Stored data:
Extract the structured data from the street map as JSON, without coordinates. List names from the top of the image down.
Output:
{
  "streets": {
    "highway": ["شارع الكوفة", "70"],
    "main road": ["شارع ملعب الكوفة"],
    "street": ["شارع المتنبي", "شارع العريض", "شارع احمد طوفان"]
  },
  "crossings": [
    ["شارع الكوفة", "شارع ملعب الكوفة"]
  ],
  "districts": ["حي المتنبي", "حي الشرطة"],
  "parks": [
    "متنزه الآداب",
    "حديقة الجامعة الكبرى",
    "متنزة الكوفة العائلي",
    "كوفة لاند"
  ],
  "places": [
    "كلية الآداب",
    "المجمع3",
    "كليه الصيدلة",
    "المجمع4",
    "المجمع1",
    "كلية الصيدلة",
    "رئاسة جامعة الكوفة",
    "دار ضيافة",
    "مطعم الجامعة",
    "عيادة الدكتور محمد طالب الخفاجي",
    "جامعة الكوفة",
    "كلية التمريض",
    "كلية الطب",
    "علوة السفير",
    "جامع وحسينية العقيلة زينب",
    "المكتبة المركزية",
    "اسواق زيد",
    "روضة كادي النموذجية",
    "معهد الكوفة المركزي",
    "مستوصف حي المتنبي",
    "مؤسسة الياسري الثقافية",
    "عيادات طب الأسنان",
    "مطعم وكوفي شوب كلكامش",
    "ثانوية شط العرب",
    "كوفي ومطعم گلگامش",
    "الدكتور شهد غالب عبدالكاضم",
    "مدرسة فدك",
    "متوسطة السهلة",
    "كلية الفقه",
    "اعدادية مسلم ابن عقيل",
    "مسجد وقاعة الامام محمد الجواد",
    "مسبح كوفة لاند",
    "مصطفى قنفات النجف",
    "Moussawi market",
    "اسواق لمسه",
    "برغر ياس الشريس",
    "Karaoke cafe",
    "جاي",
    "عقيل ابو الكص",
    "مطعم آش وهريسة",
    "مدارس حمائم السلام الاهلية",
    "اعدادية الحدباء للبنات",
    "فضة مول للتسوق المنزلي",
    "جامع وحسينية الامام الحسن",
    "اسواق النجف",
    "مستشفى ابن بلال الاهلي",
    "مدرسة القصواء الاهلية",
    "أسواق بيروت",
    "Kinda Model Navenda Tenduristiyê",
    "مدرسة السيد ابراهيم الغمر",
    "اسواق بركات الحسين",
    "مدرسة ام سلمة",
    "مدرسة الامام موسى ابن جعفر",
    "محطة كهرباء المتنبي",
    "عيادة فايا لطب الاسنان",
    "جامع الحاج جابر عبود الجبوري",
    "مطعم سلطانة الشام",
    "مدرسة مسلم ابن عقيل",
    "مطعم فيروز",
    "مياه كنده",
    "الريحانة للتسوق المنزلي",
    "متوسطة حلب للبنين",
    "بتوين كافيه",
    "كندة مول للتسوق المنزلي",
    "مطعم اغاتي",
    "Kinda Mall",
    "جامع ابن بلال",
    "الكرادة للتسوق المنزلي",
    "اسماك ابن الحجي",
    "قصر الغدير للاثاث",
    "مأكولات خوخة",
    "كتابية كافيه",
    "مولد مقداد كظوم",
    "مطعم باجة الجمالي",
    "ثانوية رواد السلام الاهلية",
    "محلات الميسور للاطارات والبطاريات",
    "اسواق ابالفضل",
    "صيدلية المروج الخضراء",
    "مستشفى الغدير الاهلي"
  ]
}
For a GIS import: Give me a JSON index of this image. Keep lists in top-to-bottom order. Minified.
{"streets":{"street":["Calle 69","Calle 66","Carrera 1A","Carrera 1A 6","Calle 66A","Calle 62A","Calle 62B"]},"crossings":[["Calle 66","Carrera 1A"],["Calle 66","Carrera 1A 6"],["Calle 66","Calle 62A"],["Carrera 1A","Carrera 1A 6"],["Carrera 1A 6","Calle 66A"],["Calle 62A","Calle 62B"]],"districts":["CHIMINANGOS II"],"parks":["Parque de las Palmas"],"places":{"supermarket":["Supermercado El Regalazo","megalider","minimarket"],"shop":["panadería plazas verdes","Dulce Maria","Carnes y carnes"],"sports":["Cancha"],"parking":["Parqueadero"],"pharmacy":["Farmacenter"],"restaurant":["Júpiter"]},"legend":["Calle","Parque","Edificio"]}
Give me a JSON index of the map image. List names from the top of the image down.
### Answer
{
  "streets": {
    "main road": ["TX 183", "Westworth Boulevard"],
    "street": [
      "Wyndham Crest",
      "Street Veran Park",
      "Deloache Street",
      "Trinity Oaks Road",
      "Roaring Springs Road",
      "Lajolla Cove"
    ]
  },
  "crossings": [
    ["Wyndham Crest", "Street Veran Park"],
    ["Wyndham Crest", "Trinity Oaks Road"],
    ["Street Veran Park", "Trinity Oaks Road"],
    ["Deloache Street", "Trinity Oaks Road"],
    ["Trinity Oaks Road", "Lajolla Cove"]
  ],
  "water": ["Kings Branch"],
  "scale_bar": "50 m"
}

Problem:
The output should match the records above exactly, entry for entry.

Output of the task:
Extract the structured data from the street map as JSON, without coordinates. List names from the top of the image down.
Output:
{
  "streets": {
    "highway": ["شارع الكوفة", "70"],
    "main road": ["شارع ملعب الكوفة"],
    "street": ["شارع المتنبي", "شارع العريض", "شارع احمد طوفان"]
  },
  "crossings": [
    ["شارع الكوفة", "شارع ملعب الكوفة"]
  ],
  "districts": ["حي المتنبي", "حي الشرطة"],
  "parks": [
    "متنزه الآداب",
    "حديقة الجامعة الكبرى",
    "متنزة الكوفة العائلي",
    "كوفة لاند"
  ],
  "places": [
    "كلية الآداب",
    "المجمع3",
    "كليه الصيدلة",
    "المجمع4",
    "المجمع1",
    "كلية الصيدلة",
    "رئاسة جامعة الكوفة",
    "دار ضيافة",
    "مطعم الجامعة",
    "عيادة الدكتور محمد طالب الخفاجي",
    "جامعة الكوفة",
    "كلية التمريض",
    "كلية الطب",
    "علوة السفير",
    "جامع وحسينية العقيلة زينب",
    "المكتبة المركزية",
    "اسواق زيد",
    "روضة كادي النموذجية",
    "معهد الكوفة المركزي",
    "مستوصف حي المتنبي",
    "مؤسسة الياسري الثقافية",
    "عيادات طب الأسنان",
    "مطعم وكوفي شوب كلكامش",
    "ثانوية شط العرب",
    "كوفي ومطعم گلگامش",
    "الدكتور شهد غالب عبدالكاضم",
    "مدرسة فدك",
    "متوسطة السهلة",
    "كلية الفقه",
    "اعدادية مسلم ابن عقيل",
    "مسجد وقاعة الامام محمد الجواد",
    "مسبح كوفة لاند",
    "مصطفى قنفات النجف",
    "Moussawi market",
    "اسواق لمسه",
    "برغر ياس الشريس",
    "Karaoke cafe",
    "جاي",
    "عقيل ابو الكص",
    "مطعم آش وهريسة",
    "مدارس حمائم السلام الاهلية",
    "اعدادية الحدباء للبنات",
    "فضة مول للتسوق المنزلي",
    "جامع وحسينية الامام الحسن",
    "اسواق النجف",
    "مستشفى ابن بلال الاهلي",
    "مدرسة القصواء الاهلية",
    "أسواق بيروت",
    "Kinda Model Navenda Tenduristiyê",
    "مدرسة السيد ابراهيم الغمر",
    "اسواق بركات الحسين",
    "مدرسة ام سلمة",
    "مدرسة الامام موسى ابن جعفر",
    "محطة كهرباء المتنبي",
    "عيادة فايا لطب الاسنان",
    "جامع الحاج جابر عبود الجبوري",
    "مطعم سلطانة الشام",
    "مدرسة مسلم ابن عقيل",
    "مطعم فيروز",
    "مياه كنده",
    "الريحانة للتسوق المنزلي",
    "متوسطة حلب للبنين",
    "بتوين كافيه",
    "كندة مول للتسوق المنزلي",
    "مطعم اغاتي",
    "Kinda Mall",
    "جامع ابن بلال",
    "الكرادة للتسوق المنزلي",
    "اسماك ابن الحجي",
    "قصر الغدير للاثاث",
    "مأكولات خوخة",
    "كتابية كافيه",
    "مولد مقداد كظوم",
    "مطعم باجة الجمالي",
    "ثانوية رواد السلام الاهلية",
    "محلات الميسور للاطارات والبطاريات",
    "اسواق ابالفضل",
    "صيدلية المروج الخضراء",
    "مستشفى الغدير الاهلي"
  ]
}
For a GIS import: Give me a JSON index of this image. Keep lists in top-to-bottom order. Minified.
{"streets":{"street":["Calle 69","Calle 66","Carrera 1A","Carrera 1A 6","Calle 66A","Calle 62A","Calle 62B"]},"crossings":[["Calle 66","Carrera 1A"],["Calle 66","Carrera 1A 6"],["Calle 66","Calle 62A"],["Carrera 1A","Carrera 1A 6"],["Carrera 1A 6","Calle 66A"],["Calle 62A","Calle 62B"]],"districts":["CHIMINANGOS II"],"parks":["Parque de las Palmas"],"places":{"supermarket":["Supermercado El Regalazo","megalider","minimarket"],"shop":["panadería plazas verdes","Dulce Maria","Carnes y carnes"],"sports":["Cancha"],"parking":["Parqueadero"],"pharmacy":["Farmacenter"],"restaurant":["Júpiter"]},"legend":["Calle","Parque","Edificio"]}
Give me a JSON index of the map image. List names from the top of the image down.
### Answer
{
  "streets": {
    "main road": ["TX 183", "Westworth Boulevard"],
    "street": [
      "Wyndham Crest",
      "Street Veran Park",
      "Deloache Street",
      "Trinity Oaks Road",
      "Roaring Springs Road",
      "Lajolla Cove"
    ]
  },
  "crossings": [
    ["Wyndham Crest", "Street Veran Park"],
    ["Wyndham Crest", "Trinity Oaks Road"],
    ["Street Veran Park", "Trinity Oaks Road"],
    ["Deloache Street", "Trinity Oaks Road"],
    ["Trinity Oaks Road", "Lajolla Cove"]
  ],
  "water": ["Kings Branch"],
  "scale_bar": "50 m"
}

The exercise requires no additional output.